The centerpiece of the GOP tax plan cut the corporate tax rate to 21 percent from 35 percent, allowed for full deductions of capital expenses, and cut the levies applied to bringing overseas profits back into the U.S. Eric Schiffer, chief executive of Los Angeles-based private investment firm the Patriarch Organization, said lower tax on repatriating overseas cash is seen as potentially beneficial because it could inspire companies to engage in everything from more acquisitions and stock buybacks to greater capital spending on factories and facilities.

That could have a big impact on Bay Area companies, since many tech giants are known for stashing as much cash as they can overseas to avoid being hit with taxes they would rather not pay.
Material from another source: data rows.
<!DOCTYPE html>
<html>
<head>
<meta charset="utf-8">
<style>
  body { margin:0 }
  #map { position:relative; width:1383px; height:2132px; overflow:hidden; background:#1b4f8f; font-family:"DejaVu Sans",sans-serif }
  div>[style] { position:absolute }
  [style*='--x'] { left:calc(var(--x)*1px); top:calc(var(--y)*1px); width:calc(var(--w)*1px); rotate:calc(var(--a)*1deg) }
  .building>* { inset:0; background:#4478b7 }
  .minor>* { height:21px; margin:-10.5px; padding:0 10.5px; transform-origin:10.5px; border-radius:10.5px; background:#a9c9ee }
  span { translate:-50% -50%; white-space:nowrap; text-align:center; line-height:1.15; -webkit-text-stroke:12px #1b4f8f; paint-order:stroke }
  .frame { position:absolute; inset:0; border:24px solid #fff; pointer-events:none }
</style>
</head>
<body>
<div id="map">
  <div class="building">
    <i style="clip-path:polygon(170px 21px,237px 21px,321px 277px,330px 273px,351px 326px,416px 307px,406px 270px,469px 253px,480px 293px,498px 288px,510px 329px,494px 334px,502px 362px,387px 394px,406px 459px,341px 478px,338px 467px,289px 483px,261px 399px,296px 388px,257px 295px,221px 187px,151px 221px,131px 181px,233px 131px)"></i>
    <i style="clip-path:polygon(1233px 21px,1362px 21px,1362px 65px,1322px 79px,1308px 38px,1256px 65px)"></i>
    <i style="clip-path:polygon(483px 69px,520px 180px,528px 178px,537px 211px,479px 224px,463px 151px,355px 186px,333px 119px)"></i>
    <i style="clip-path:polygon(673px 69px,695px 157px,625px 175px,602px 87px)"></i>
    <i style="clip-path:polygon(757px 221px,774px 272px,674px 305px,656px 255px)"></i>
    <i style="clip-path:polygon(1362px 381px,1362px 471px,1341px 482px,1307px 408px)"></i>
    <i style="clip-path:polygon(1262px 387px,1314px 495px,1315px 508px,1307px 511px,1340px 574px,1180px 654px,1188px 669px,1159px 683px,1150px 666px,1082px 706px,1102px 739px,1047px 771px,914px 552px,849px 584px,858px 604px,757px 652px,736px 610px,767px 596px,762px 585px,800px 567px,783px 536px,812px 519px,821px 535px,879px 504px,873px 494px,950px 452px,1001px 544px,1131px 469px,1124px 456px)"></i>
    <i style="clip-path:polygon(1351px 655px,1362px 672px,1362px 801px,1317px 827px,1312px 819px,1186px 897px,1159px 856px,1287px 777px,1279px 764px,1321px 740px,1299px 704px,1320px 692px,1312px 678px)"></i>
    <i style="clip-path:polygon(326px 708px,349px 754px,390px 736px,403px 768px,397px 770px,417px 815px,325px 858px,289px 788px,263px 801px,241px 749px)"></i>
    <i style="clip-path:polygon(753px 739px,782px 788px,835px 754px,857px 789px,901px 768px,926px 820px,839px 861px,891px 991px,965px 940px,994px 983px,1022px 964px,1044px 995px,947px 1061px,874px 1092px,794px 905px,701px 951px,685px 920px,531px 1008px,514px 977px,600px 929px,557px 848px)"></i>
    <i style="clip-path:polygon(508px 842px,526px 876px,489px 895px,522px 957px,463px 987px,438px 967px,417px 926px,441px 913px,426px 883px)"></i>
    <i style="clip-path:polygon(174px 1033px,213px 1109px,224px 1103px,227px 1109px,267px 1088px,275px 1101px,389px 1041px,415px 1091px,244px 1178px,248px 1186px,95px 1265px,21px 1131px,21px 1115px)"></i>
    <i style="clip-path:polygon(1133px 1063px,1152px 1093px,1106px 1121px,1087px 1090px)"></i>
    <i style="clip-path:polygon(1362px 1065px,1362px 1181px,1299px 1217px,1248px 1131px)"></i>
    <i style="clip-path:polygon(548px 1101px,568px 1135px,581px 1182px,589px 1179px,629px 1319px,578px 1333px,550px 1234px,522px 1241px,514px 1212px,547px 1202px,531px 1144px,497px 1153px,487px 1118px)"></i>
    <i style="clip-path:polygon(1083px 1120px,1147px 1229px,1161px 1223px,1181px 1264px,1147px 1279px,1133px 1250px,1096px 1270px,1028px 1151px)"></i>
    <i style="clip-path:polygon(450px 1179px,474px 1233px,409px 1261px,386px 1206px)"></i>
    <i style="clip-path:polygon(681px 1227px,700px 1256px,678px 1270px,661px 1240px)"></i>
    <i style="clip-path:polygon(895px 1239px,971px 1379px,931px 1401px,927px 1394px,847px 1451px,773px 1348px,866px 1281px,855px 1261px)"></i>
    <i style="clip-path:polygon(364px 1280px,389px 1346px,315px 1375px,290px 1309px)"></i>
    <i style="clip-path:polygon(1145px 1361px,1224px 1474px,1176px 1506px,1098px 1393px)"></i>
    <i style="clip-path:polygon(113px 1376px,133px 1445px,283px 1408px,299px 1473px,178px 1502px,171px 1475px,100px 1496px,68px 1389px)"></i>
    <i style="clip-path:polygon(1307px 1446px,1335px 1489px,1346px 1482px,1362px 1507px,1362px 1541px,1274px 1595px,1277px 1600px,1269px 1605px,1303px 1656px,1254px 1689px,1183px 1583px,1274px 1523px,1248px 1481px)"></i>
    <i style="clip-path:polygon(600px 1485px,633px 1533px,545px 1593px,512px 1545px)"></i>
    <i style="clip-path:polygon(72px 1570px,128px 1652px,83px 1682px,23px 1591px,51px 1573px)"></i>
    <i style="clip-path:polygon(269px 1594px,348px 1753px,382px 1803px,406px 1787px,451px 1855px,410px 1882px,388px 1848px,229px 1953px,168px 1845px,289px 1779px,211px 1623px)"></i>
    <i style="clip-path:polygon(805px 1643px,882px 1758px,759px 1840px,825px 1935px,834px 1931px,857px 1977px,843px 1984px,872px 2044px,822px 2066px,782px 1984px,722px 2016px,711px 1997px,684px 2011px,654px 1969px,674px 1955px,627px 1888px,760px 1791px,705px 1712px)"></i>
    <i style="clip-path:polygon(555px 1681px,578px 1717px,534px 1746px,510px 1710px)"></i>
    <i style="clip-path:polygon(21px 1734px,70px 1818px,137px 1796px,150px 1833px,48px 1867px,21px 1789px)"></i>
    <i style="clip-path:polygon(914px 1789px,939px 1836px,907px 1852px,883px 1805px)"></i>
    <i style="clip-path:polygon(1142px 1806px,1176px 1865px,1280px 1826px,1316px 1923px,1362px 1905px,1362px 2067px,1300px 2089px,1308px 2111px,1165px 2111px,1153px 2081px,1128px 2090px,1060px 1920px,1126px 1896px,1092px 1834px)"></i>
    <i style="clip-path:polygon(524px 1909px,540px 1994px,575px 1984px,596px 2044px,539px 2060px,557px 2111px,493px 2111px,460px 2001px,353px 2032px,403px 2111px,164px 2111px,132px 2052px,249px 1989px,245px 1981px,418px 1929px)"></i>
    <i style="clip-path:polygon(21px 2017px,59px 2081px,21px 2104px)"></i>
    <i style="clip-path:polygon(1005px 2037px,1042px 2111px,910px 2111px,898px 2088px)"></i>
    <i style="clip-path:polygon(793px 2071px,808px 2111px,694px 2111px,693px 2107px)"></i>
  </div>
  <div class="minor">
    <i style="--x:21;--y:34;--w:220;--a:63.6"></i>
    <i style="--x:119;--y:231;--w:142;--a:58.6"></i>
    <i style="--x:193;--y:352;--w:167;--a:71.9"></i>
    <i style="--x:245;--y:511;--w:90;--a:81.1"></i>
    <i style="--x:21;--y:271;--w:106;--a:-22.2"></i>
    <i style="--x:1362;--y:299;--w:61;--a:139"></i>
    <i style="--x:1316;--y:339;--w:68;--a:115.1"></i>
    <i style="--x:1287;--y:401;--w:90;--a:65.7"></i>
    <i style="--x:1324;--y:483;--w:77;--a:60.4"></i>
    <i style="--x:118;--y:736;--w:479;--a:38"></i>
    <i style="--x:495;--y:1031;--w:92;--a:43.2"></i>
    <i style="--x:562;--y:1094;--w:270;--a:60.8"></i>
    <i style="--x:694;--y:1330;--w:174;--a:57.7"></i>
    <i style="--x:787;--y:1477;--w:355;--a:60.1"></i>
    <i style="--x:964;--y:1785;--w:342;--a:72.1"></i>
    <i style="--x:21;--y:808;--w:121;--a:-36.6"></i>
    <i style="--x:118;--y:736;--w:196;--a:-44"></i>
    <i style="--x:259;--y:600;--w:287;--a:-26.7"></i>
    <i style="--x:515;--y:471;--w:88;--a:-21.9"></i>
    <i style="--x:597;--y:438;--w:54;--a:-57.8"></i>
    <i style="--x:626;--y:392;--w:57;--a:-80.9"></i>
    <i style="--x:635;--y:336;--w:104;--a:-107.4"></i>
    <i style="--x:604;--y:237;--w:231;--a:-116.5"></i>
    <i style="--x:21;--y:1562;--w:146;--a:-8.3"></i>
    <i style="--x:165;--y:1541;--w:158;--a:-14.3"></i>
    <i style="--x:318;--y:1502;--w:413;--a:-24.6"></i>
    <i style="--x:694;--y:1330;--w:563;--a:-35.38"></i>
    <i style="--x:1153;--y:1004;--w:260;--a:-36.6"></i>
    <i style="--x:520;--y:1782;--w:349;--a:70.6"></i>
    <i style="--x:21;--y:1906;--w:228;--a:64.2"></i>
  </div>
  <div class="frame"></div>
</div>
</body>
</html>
According to Bloomberg data, Apple keeps about $257 billion in cash, or more than 93 percent of its total cash holdings, outside the U.S. Cisco holds an even greater portion of its cash in foreign markets, with almost 96 percent of its $68 billion outside the country. Google parent Alphabet has $92.4 billion, or 60.3 percent of its total cash, in overseas markets.

To be sure, the tax cuts are expected to give a boost to the market’s strong performance, but that is not a guarantee. Mike Wilson, chief investment officer at Morgan Stanley Wealth Management, said in a note to clients this week that it’s possible any tax-cut benefits could be short-lived.

“While the tax cuts just enacted in the U.S. may lead to better growth in the short term, they may also bring forth the excesses we typically see before a recession, which is something credit markets figure out before equities,” Wilson said, as reported by Bloomberg.

Schiffer said investors may be looking for companies to pass along some of those benefits from repatriated cash, which could lead stocks to gain more ground this year. However, Schiffer said keeping an eye on a company’s basics, like earnings and revenue, should also be part of any investor’s market strategy.

“You always should look at what the fundamentals are,” Schiffer said. “If fundamentals are strong, companies giving a lot of money back, and using a fair amount of cash for expansion efforts, those are all good things for investors.”